• Work required: Find every line in the records below that contains the word "linecap", and copy each such line.

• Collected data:
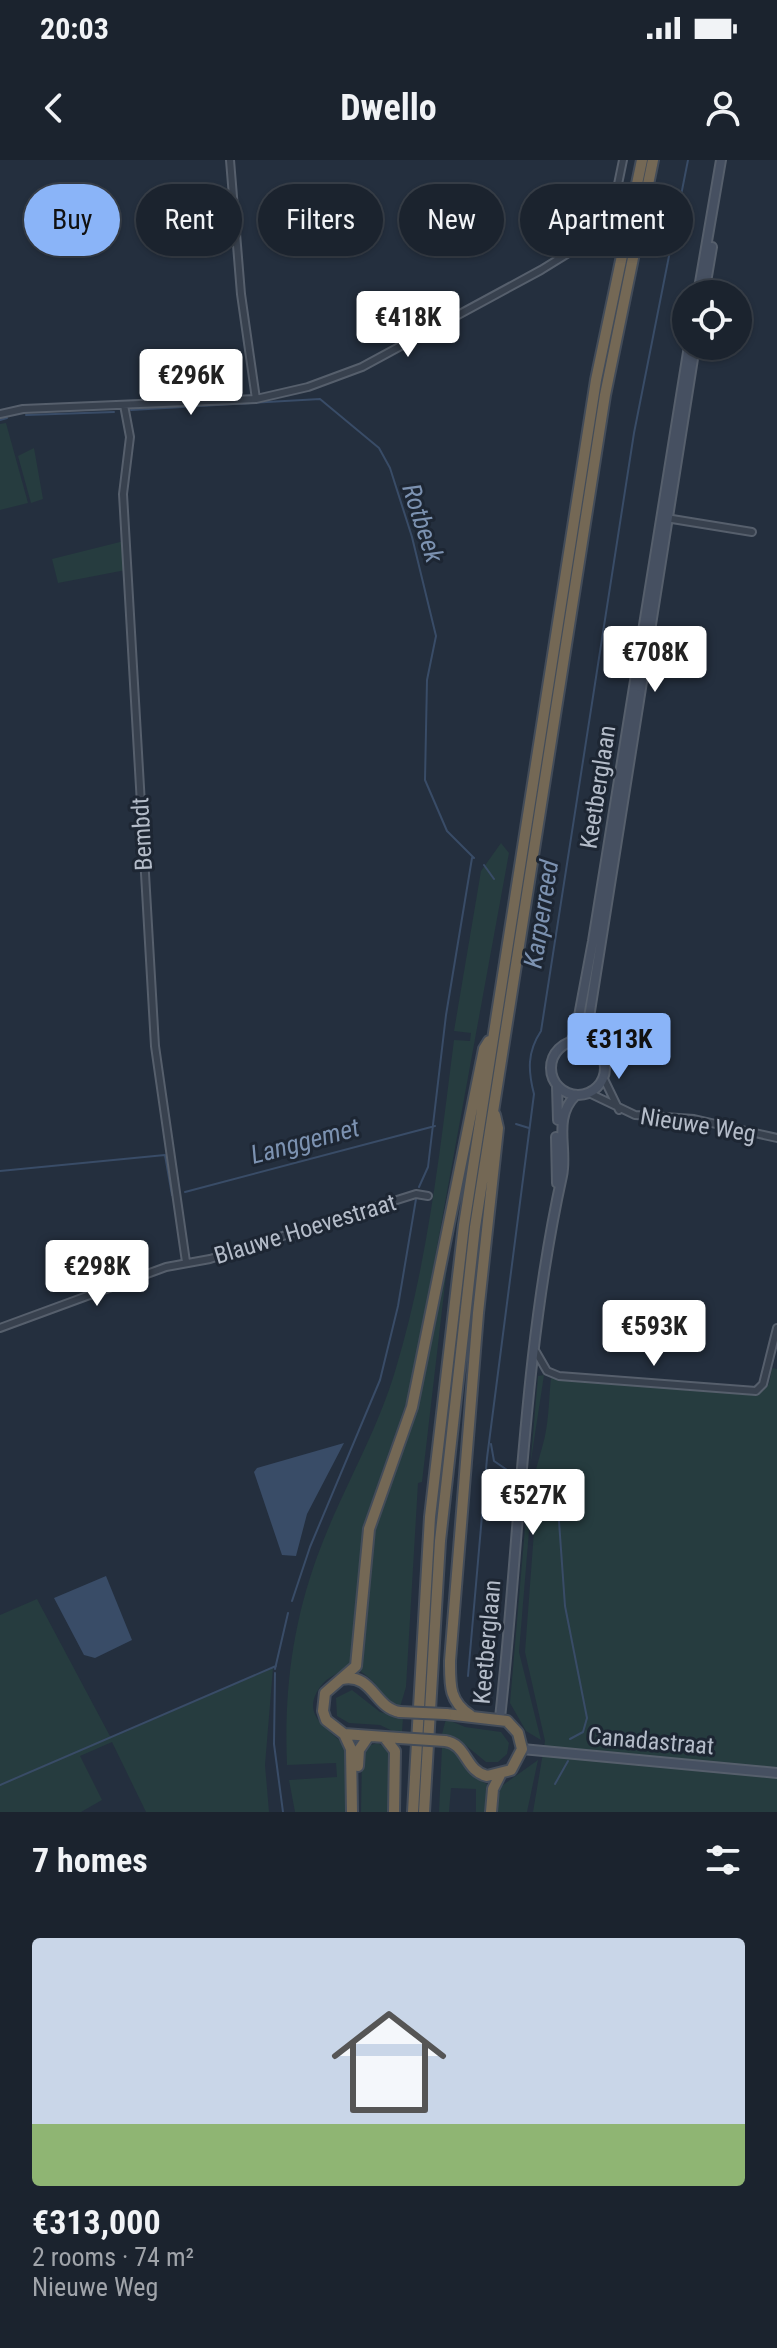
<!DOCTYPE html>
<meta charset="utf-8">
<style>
:root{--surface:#1b232e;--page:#282f3a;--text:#f1f3f6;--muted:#a0a4aa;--line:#39404a;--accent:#8ab4f8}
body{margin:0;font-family:"Roboto Condensed",sans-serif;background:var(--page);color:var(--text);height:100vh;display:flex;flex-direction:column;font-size:30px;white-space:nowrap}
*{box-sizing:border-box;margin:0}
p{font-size:26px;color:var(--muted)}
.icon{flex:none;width:44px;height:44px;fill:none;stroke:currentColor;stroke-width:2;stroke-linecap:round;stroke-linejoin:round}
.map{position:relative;height:1652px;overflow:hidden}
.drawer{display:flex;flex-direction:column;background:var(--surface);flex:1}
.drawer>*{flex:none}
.top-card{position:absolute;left:24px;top:24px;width:730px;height:72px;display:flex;gap:16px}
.tools{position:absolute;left:672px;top:120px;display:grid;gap:16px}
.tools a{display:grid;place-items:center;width:80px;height:80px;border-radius:50%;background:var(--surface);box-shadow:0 2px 6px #0004,0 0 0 2px var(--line);font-size:40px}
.price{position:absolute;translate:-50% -68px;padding:0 18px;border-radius:8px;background:#fff;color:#222;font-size:26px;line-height:52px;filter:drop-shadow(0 2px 4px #0008)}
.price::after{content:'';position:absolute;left:50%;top:48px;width:24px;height:18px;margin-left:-12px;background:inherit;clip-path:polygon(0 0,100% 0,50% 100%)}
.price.on{background:var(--accent);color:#111}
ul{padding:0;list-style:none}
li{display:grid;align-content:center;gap:16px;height:424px;padding:0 32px}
li span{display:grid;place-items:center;height:248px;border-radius:8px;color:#555}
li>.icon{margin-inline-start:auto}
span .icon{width:144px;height:144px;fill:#fffc;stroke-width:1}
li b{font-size:34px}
h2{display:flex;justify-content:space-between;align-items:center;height:96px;padding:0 32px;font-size:34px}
.pill{padding:0 28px;border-radius:36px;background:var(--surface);box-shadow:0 2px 6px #0004,0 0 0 2px var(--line);font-size:28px;line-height:72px}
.pill.on{background:var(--accent);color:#111}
.status{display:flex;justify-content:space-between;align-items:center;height:56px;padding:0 40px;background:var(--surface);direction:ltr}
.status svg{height:22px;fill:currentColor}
header{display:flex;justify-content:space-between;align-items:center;height:104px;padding:0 32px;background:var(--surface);font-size:36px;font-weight:700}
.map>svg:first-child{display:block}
.green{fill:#263c3f}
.water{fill:#394c67}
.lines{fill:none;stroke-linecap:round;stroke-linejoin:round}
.stream{stroke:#394c67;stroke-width:2}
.street-casing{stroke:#565f6c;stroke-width:10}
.secondary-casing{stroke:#565f6c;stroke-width:12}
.highway-casing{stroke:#434c59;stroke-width:14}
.street{stroke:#38414e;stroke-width:6}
.secondary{stroke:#465061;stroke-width:8}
.highway{stroke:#746855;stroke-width:10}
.highway-bridge-casing{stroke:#434c59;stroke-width:14;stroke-linecap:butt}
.highway-bridge{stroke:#746855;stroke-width:10}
.labels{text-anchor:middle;stroke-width:6;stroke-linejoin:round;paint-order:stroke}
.street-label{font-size:24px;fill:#b4bcc9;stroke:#1d2633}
.water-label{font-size:26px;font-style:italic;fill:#7c92b1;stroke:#1d2633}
</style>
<div class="status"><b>20:03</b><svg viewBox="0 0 49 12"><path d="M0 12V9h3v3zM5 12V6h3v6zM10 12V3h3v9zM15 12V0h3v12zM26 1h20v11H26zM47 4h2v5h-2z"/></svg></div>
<header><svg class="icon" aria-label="back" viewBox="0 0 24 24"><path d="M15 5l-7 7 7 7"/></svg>Dwello<svg class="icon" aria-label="person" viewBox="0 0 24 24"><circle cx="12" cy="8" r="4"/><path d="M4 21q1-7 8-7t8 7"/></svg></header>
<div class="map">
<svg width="777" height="1652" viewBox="0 0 777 1652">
<rect width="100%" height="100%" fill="#242f3e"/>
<!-- green -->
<path class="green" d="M6 263 28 343 0 350V264Z
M34 288 43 339 31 343 18 296Z
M124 381 126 410 58 423 52 399Z
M501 683 509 693 411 1229 364 1363 351 1502C343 1513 328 1515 320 1527 297 1560 337 1570 347 1591L349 1652H295L289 1620 337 1617 336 1603 287 1605C284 1533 292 1466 317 1397 340 1333 377 1274 396 1208 428 1102 440 990 454 880L470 881 471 873 454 871 481 711Z
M452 1064 422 1322 418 1323 406 1527 400 1547C383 1542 378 1521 361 1512L373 1368 395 1305Z
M772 1208 777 1209V1652H533L545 1581 525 1492 535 1358C529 1320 537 1310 545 1276 549 1257 549 1236 551 1218L758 1235 769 1224Z
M544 1215 528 1320 529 1371 519 1492 541 1580 526 1571 510 1543 538 1216Z
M37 1439 111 1578 273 1508 265 1605 269 1652H146L112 1582 80 1596 102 1640 81 1652H0V1455Z
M352 1530 380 1552 403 1558 402 1572 399 1574 380 1565 349 1563 337 1556 336 1538Z
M446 1559 465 1567 501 1572 509 1583 507 1594 498 1602H486L457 1578 442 1574Z
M377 1583 386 1587 389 1596 388 1652H361L362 1596 368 1586Z
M445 1585C464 1596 463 1613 487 1624L488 1652H476V1629L451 1628 449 1652H439L442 1587Z
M538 1600 527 1652H497L500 1627Z"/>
<!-- water -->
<path class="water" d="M344 1283 307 1354 296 1396 282 1395 254 1312 257 1308Z
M106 1416 132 1480 95 1498 84 1495 54 1438Z"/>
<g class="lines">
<!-- stream -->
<path class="stream" d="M131 250 320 239 379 288 390 308 412 377 436 476 427 520 425 620 447 671 474 698
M26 255 114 252
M0 260 7 258
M484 705 494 719
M540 726 547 727
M516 964 529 968
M0 1011 165 995 172 1035
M419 1027 428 1007 446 855 472 698
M185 1032 435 966
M491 1284 494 1301 513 1314
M533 1316 550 1319 557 1333 565 1446 587 1558 583 1572 570 1579
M292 1441 310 1387 380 1220 398 1146 416 1039
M275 1509 288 1453
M275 1513 274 1584 283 1652
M468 1516 487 1298 534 934C528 911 527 892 541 871L634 273 688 0
M555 1624 568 1601
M0 1625 276 1506"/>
<defs>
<path id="street" d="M230 0 241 134 256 239
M124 245 130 277 123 334 155 886 186 1102
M0 254 23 249 256 239 308 227 362 207 541 110 609 68 623 0
M666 358 752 372
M603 917 619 950
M589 933 635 955 694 959 777 978
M0 1168 166 1107 210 1099 416 1034 428 1036
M536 1192 547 1211 559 1216 756 1231 763 1224 777 1168"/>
<path id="secondary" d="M698 134 721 0
M704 134 712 87
M551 908a27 27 0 1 1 54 0a27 27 0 1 1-54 0Z
M570 883 576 872 593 781 689 186
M590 884 588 864 695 186
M557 926 558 960
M556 977 557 1023
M500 1558C520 1378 523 1193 562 1016 568 988 552 958 576 935
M522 1589 777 1613"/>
<path id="highway" d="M342 1519C373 1513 374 1548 400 1552
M470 1555C449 1541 450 1525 450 1501L478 1153 498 968 495 955
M344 1574 351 1589 352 1652
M385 1578 395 1591 394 1652
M399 1578 344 1574 326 1560 323 1551 325 1533 356 1506 369 1369 412 1247 484 889 489 881
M445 1581C467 1584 465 1611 487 1616L511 1610 522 1589 518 1573 507 1561 446 1554
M358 1606 359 1590 368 1577
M413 1652 430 1357 464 1065 596 220 642 0
M424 1652 440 1381 475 1067 605 235 653 0
M491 1652 493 1629 500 1615"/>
</defs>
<!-- street casing -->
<use href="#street" class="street-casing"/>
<!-- secondary casing -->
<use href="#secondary" class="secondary-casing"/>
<!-- highway casing -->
<use href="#highway" class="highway-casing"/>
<!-- street -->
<use href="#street" class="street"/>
<!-- secondary -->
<use href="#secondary" class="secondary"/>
<!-- highway -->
<use href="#highway" class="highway"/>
<defs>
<path id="highway-bridge" d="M400 1552 446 1554
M399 1578 445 1581"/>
</defs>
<!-- highway-bridge casing -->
<use href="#highway-bridge" class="highway-bridge-casing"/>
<!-- highway-bridge -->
<use href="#highway-bridge" class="highway-bridge"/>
</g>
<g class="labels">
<!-- street labels -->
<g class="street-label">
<text transform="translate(598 627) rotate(-81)" y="8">Keetberglaan</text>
<text transform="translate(142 674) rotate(-93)" y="8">Bembdt</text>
<text transform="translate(698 965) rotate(9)" y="8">Nieuwe Weg</text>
<text transform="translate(305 1069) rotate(-17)" y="8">Blauwe Hoevestraat</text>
<text transform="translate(487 1482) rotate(-85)" y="8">Keetberglaan</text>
<text transform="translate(651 1581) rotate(5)" y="8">Canadastraat</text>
</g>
<!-- water labels -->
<g class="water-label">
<text transform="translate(423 363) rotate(72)" y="9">Rotbeek</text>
<text transform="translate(541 754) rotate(-81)" y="9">Karperreed</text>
<text transform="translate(305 981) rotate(-15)" y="9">Langgemet</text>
</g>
</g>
</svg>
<div class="tools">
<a><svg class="icon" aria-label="locate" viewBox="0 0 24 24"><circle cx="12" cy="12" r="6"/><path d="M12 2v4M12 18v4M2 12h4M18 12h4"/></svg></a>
</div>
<b class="price" style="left:408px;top:199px">€418K</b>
<b class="price" style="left:191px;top:257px">€296K</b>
<b class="price" style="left:655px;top:534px">€708K</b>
<b class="price on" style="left:619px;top:921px">€313K</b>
<b class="price" style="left:97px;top:1148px">€298K</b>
<b class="price" style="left:654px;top:1208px">€593K</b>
<b class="price" style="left:533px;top:1377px">€527K</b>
<div class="top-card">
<a class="pill on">Buy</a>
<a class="pill">Rent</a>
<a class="pill">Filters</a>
<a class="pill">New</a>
<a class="pill">Apartment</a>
</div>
</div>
<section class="drawer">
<h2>7 homes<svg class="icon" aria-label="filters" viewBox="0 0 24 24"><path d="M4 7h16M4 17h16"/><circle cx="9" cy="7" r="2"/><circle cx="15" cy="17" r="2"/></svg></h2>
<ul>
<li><span style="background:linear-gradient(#c9d6e8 75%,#8fb573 0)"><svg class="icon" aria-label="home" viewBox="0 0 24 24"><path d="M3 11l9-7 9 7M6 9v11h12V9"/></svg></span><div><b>€313,000</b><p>2 rooms · 74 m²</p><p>Nieuwe Weg</p></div></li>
</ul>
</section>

• Result for this exercise:
.icon{flex:none;width:44px;height:44px;fill:none;stroke:currentColor;stroke-width:2;stroke-linecap:round;stroke-linejoin:round}
.lines{fill:none;stroke-linecap:round;stroke-linejoin:round}
.highway-bridge-casing{stroke:#434c59;stroke-width:14;stroke-linecap:butt}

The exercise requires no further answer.